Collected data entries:
----------

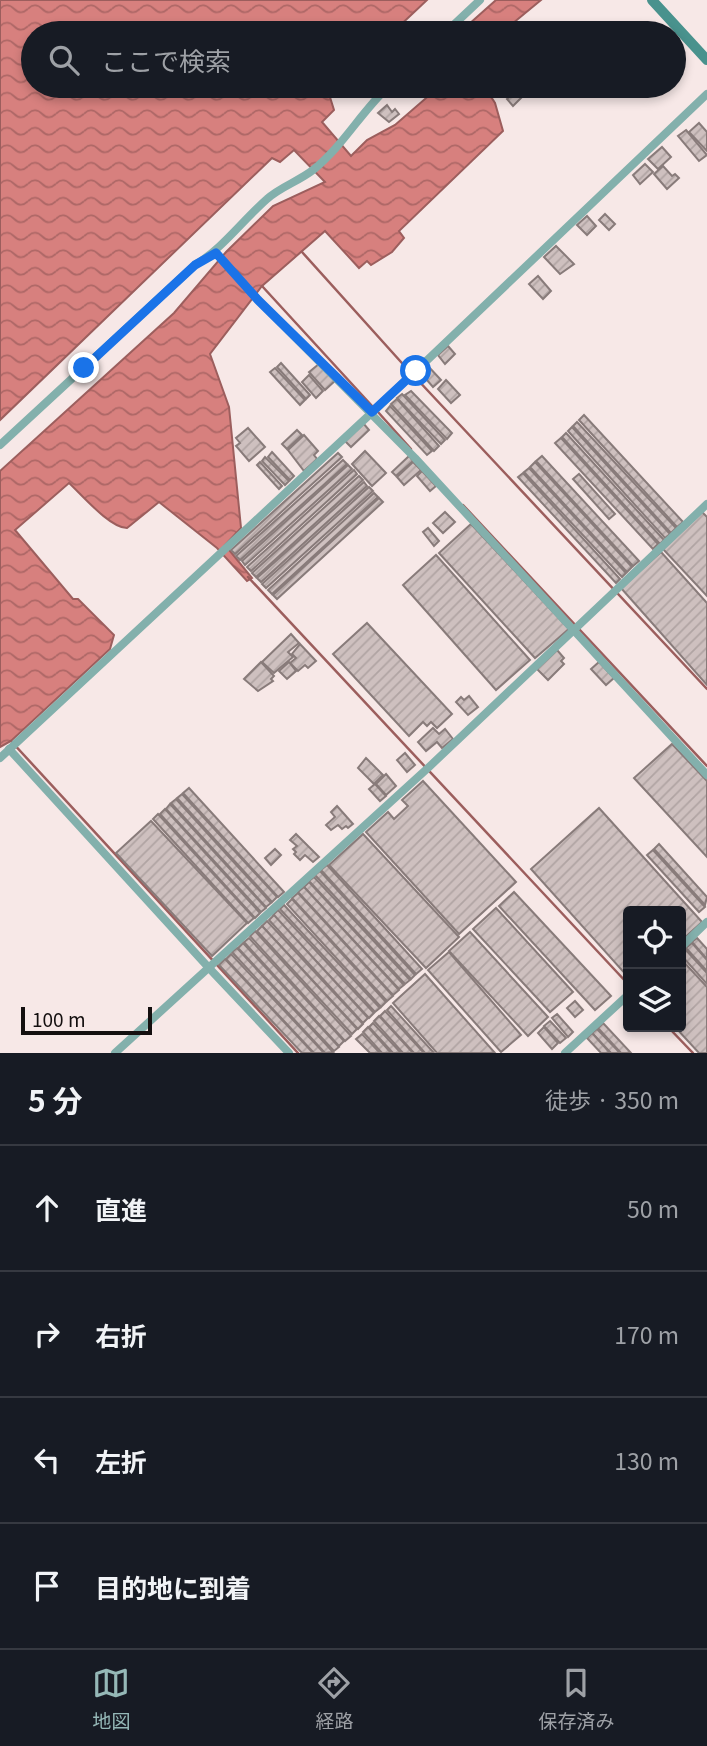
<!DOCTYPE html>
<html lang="ja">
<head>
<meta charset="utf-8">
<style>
  :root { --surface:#171b24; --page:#242831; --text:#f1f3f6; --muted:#9ea1a6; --line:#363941; --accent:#95b8b7 }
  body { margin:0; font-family:Georgia,"Noto Sans JP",serif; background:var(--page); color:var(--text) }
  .controls { position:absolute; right:21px; bottom:21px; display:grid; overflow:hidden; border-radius:7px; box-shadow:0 4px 10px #0003 }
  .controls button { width:63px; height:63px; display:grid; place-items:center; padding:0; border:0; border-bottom:2px solid var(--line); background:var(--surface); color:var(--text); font:35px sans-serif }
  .scale { position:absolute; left:21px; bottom:18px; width:131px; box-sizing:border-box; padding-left:7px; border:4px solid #140f0f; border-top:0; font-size:19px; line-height:24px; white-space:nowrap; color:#140f0f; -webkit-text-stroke:5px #f7e8e7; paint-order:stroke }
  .stop { position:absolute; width:21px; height:21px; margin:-16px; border:5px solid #1a73e8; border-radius:50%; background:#fff }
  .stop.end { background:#1a73e8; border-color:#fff; box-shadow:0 2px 7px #0008 }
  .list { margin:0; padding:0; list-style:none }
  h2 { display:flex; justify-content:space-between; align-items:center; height:91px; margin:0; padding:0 28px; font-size:30px }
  h2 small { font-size:23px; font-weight:400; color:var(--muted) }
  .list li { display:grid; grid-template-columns:46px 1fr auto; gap:21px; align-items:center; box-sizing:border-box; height:126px; padding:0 28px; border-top:2px solid var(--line) }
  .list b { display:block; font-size:26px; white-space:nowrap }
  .list em { font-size:23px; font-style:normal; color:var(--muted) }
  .icon { flex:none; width:38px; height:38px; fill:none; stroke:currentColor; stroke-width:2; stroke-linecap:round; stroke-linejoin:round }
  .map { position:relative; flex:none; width:707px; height:1053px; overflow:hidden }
  .search { position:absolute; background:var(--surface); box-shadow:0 4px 10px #0003; left:21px; right:21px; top:21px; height:77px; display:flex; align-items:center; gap:18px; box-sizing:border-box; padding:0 24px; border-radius:38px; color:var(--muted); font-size:26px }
  .sheet { height:595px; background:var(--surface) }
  nav { display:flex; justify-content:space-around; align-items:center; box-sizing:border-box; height:98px; border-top:2px solid var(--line); background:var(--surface); font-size:19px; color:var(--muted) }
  nav a { display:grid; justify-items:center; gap:4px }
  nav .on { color:var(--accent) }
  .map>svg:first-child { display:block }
  .water { fill:url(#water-waves); stroke:#9c5e5d; stroke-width:2 }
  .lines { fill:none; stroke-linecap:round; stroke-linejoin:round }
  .stream { stroke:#9c5e5d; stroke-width:2.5 }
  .building { fill:url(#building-hatch); stroke:#887b7a; stroke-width:2 }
  .minor { stroke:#83b0ac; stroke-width:8 }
  .secondary { stroke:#49928d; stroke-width:10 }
  .route { stroke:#1a73e8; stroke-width:9 }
</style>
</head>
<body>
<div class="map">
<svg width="707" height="1053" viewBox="0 0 707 1053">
  <defs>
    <pattern id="water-waves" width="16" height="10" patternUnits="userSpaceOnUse" patternTransform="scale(1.75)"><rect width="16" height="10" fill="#d7807e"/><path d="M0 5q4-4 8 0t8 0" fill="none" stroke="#ad6766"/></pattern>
    <pattern id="building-hatch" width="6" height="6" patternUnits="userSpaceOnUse" patternTransform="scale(1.75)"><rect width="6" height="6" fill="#cec0bf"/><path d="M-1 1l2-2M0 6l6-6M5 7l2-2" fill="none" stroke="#b0a4a3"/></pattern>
  </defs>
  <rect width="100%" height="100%" fill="#f7e8e7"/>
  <!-- water -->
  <g class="water">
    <path d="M0,0h427l-35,33h-359v53h304l-8,8 5,16 -12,12 29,34 16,-16 28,-15 45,-39h44l11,17 8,28 -104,100 5,7 -12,14 -21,13 -4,-4 -8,7 -34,-37 -63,55 -52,68 19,53 12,121 -16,17 27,33 -5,3 -30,-33 -58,-46 -32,26c-17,0 -45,-33 -58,-45l-54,47 58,69h5l36,36 -4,14 -99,92 -11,6v-276l174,-158 52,-61 47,-46 52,-24 -31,-32 -14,12 -8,-4 -272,262z"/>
    <path d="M496,0h45l-40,33h-42z"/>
  </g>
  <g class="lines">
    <!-- stream -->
    <g class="stream">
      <path d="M302,252l108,120"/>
      <path d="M262,286l111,121"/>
      <path d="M415,377l292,312"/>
      <path d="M378,412l33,37"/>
      <path d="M463,505l244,261"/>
      <path d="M248,577l380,407"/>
      <path d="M11,741l287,312"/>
      <path d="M668,1027l25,26"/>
    </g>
  </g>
  <!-- building -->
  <g class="building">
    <path d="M524,89l3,3 -14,14 -6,-7 9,-9 4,3z"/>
    <path d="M387,105l5,7 3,-3 4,5 -10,8 -11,-9z"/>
    <path d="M699,123l8,9v19l-18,-19z"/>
    <path d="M686,130l21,25 -8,6 -21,-25z"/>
    <path d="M662,147l9,10 -13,12 -10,-10z"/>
    <path d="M645,164l8,8 -13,12 -7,-9z"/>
    <path d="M663,166l9,10 3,-2 4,4 -12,11 -13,-15z"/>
    <path d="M605,214l10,10 -6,6 -10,-10z"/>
    <path d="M587,216l9,10 -9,9 -10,-10z"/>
    <path d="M556,246l18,18 -14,10 -16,-17z"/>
    <path d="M538,276l13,15 -8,8 -14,-15z"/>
    <path d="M448,346l7,8 -10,10 -7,-9z"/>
    <path d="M281,363l29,32 -4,4 -29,-32z"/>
    <path d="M320,363l16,17 -11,10 -16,-18z"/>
    <path d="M427,365l14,15 -8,7 -13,-15z"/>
    <path d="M275,368l30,32 -5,5 -30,-33z"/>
    <path d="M309,375l14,16 -7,7 -14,-16z"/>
    <path d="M446,380l14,15 -9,8 -13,-14z"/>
    <path d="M411,391l41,42 -5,6 -42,-44z"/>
    <path d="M402,394l43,46 -4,4 -44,-46z"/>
    <path d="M397,399l42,47 -5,5 -43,-47z"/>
    <path d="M390,406l42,45 -5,4 -41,-44z"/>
    <path d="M584,415l99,107 -6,5 -98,-107z"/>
    <path d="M577,422l99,106 -5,5 -98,-107z"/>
    <path d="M363,423l6,7 -18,17 -7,-7z"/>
    <path d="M572,427l98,107 -5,4 -97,-107z"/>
    <path d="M248,428l17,19 -16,14 -13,-15 4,-3 -4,-5z"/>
    <path d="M297,430l5,5 -15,14 -5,-5z"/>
    <path d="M566,433l98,107 -4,4 -98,-107z"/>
    <path d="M304,435l14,16 -4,4 3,4 -13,12 -16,-21z"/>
    <path d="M561,438l97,106 -5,5 -98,-106z"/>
    <path d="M365,451l21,22 -14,13 -20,-22z"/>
    <path d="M272,452l22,24 -4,4 -22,-23z"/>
    <path d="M338,453l4,4 -107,97 -4,-4z"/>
    <path d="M409,456l4,5 -17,15 -4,-4z"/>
    <path d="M542,456l97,105 -6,5 -97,-105z"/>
    <path d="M265,457l24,24 -4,4 -23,-24z"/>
    <path d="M343,460l4,4 -107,96 -4,-4z"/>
    <path d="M260,462l22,24 -3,3 -22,-24z"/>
    <path d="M413,462l8,8 -17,15 -7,-8z"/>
    <path d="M535,462l97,105 -5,5 -97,-105z"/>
    <path d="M348,465l4,4 -107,96 -3,-4z"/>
    <path d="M529,468l97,105 -4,4 -98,-105z"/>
    <path d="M354,470l3,4 -106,97 -4,-4z"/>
    <path d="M422,471l14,15 -6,5 -13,-15z"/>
    <path d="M523,473l97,106 -4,4 -98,-106z"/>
    <path d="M579,474l36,40 -6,5 -36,-40z"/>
    <path d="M359,476l4,4 -107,97 -4,-4z"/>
    <path d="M364,482l3,4 -106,96 -4,-4z"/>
    <path d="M369,487l4,4 -107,97 -4,-4z"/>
    <path d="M374,493l4,4 -106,97 -4,-4z"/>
    <path d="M379,498l4,4 -106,97 -4,-4z"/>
    <path d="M445,512l10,10 -12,11 -10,-10z"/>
    <path d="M702,512l5,5v79l-44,-47z"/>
    <path d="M471,524l98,105 -34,29 -96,-105z"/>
    <path d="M428,528l11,13 -5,5 -11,-14z"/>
    <path d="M661,552l46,51v82l-86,-97z"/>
    <path d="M436,555l94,105 -34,30 -93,-105z"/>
    <path d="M367,623l85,91 -15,14 -6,-6 -4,4 -4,-4 -14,14 -76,-82z"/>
    <path d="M291,634l8,9 -11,9 5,5 -19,16 -12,-11z"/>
    <path d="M300,644l16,17 -8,7 -3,-3 -7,6 -8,-8 6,-5 -4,-4z"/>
    <path d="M557,650l7,8 -3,3 3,3 -16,16 -11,-11z"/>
    <path d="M261,662l13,14 -3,3 2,2 -15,10 -14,-12z"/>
    <path d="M289,662l7,9 -9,8 -8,-8z"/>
    <path d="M599,662l15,16 -8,7 -15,-16z"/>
    <path d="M469,696l9,11 -10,8 -12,-13 5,-5 3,3z"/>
    <path d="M433,728l6,6 6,-5 8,10 -11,9 -5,-6 -11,9 -8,-9z"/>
    <path d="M672,744l35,37v76l-73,-79z"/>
    <path d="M405,753l10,12 -8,7 -10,-12z"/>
    <path d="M366,758l17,17 -9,9 -16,-16z"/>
    <path d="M386,774l10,12 -10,9 -10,-11z"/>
    <path d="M423,781l93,101 -57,52 -93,-102 22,-20 6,7 14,-13 -6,-6z"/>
    <path d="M375,784l11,12 -6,5 -11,-12z"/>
    <path d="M189,788l95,104 -6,5 -95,-104z"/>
    <path d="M182,794l95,103 -5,5 -95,-104z"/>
    <path d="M176,799l95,104 -5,4 -95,-104z"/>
    <path d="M170,804l96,104 -5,4 -95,-103z"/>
    <path d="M337,806l16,18 -5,4 -2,-2 -4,3 -4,-4 -7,5 -5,-5 9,-8 -4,-5z"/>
    <path d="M599,808l103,114 -21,19v-30h-53v66l-97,-108z"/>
    <path d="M165,809l95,104 -5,5 -95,-104z"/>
    <path d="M158,814l96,104 -6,5 -95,-104z"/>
    <path d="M151,821l96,102 -35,33 -96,-103z"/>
    <path d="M296,834l23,23 -6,5 -8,-7 -5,5 -6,-6 2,-2 -3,-3 4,-3 -7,-6z"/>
    <path d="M363,834l96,103 -33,31 -97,-103z"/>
    <path d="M659,844l48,53 -2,8 -51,-56z"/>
    <path d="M275,849l6,6 -10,10 -6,-7z"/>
    <path d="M653,850l52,57 -6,5 -52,-57z"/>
    <path d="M327,865l95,104 -6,5 -95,-104z"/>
    <path d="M320,871l95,104 -4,4 -96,-104z"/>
    <path d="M314,877l96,103 -5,4 -96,-103z"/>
    <path d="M309,882l95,103 -5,4 -95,-102z"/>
    <path d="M304,887l95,103 -6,5 -95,-103z"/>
    <path d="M514,892l97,104 -16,14 -96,-104z"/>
    <path d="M298,893l95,103 -6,5 -95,-103z"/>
    <path d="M292,899l94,103 -5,5 -94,-103z"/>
    <path d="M284,905l96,103 -5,4 -95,-103z"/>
    <path d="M496,908l77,84 -23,20 -77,-83z"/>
    <path d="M278,910l96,103 -5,5 -96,-103z"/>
    <path d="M274,915l94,103 -5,5 -94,-103z"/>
    <path d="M267,921l96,103 -5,5 -96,-103z"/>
    <path d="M262,926l95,103 -5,5 -95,-103z"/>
    <path d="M255,931l96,105 -6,5 -95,-105z"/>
    <path d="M470,932l78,85 -20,19 -79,-85z"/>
    <path d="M249,938l95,103 -5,5 -95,-104z"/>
    <path d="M697,938l10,11v10l-15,-17z"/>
    <path d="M243,943l96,104 -5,4 -96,-103z"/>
    <path d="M692,943l15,17v11l-21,-23z"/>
    <path d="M237,948l96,104 -8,1 -93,-101z"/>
    <path d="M684,948l23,25v11l-26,-29z"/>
    <path d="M449,952l72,83 -20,17 -73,-82z"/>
    <path d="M231,954l93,99h-10l-88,-94z"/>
    <path d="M225,959l88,94h-11l-83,-88z"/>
    <path d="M681,959l26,28v66h-8l-24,-26h6z"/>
    <path d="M425,974l70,79h-58l-44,-50z"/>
    <path d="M575,1001l8,9 -8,7 -8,-9z"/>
    <path d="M391,1006l43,47h-9l-38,-43z"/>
    <path d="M385,1011l39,42h-10l-34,-37z"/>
    <path d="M557,1014l16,18 -5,5 -16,-19z"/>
    <path d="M379,1016l34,37h-10l-29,-32z"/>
    <path d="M550,1021l16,17 -6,5 -16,-17z"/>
    <path d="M373,1023l28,30h-8l-24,-26z"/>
    <path d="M603,1023l28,30h-10l-23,-25z"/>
    <path d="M368,1027l23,26h-9l-19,-21z"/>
    <path d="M544,1027l14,16 -6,6 -14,-16z"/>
    <path d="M597,1029l23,24h-9l-19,-20z"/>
    <path d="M592,1033l18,20h-9l-14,-15z"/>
    <path d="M362,1034l18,19h-10l-14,-14z"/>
  </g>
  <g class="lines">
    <!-- minor -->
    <g class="minor">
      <path d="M445,33l35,-33"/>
      <path d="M216,253l42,47 157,158 292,317"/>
      <path d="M0,445l195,-180c28,-17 47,-44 72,-66 13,-12 32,-18 46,-29 30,-24 48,-58 76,-84"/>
      <path d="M9,749l200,219 80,85"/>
      <path d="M0,758l379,-352 328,-312"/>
      <path d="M681,947l26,-25"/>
      <path d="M115,1053l314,-286 278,-263"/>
      <path d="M565,1053l63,-58"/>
    </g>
    <!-- secondary -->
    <path class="secondary" d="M652,0l55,60"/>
  </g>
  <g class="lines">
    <!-- route -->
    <path class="route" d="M84,368l111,-103 21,-12 42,47 114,112 44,-41"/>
  </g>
</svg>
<div class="controls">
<button><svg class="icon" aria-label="locate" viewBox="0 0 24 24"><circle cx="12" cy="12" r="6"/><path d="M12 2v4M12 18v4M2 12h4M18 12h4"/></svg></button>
<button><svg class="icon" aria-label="layers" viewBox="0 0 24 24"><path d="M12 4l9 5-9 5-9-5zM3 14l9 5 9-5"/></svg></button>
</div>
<div class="scale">100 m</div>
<div class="stop" style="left:416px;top:371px"></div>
<div class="stop end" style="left:84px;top:368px"></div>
<div class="search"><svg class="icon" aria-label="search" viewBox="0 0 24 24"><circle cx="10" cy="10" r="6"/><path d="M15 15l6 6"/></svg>ここで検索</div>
</div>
<section class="sheet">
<h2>5 分<small>徒歩 · 350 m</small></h2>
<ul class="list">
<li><svg class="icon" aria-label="ahead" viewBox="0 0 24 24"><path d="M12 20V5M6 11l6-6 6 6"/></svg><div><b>直進</b></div><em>50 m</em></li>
<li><svg class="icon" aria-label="right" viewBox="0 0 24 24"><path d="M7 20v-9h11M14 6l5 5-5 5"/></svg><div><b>右折</b></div><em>170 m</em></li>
<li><svg class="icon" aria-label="left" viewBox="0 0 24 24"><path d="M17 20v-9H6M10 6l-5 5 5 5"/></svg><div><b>左折</b></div><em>130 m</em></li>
<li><svg class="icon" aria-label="arrive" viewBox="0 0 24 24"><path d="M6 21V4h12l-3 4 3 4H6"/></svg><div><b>目的地に到着</b></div></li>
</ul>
</section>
<nav>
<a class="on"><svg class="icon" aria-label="map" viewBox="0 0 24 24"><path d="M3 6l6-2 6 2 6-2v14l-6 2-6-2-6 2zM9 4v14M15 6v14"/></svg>地図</a>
<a><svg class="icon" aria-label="directions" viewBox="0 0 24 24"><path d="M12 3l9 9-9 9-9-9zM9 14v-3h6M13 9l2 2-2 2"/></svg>経路</a>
<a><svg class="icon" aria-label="saved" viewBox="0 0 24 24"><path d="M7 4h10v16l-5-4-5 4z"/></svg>保存済み</a>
</nav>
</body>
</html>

----------

--- EXERCISE DIRECTIONS ---
Starting at the line that contains "6 2 6-2v14l-6", retype each line through the last one in the records, both included, and add nothing.

--- WORKED SOLUTION ---
<a class="on"><svg class="icon" aria-label="map" viewBox="0 0 24 24"><path d="M3 6l6-2 6 2 6-2v14l-6 2-6-2-6 2zM9 4v14M15 6v14"/></svg>地図</a>
<a><svg class="icon" aria-label="directions" viewBox="0 0 24 24"><path d="M12 3l9 9-9 9-9-9zM9 14v-3h6M13 9l2 2-2 2"/></svg>経路</a>
<a><svg class="icon" aria-label="saved" viewBox="0 0 24 24"><path d="M7 4h10v16l-5-4-5 4z"/></svg>保存済み</a>
</nav>
</body>
</html>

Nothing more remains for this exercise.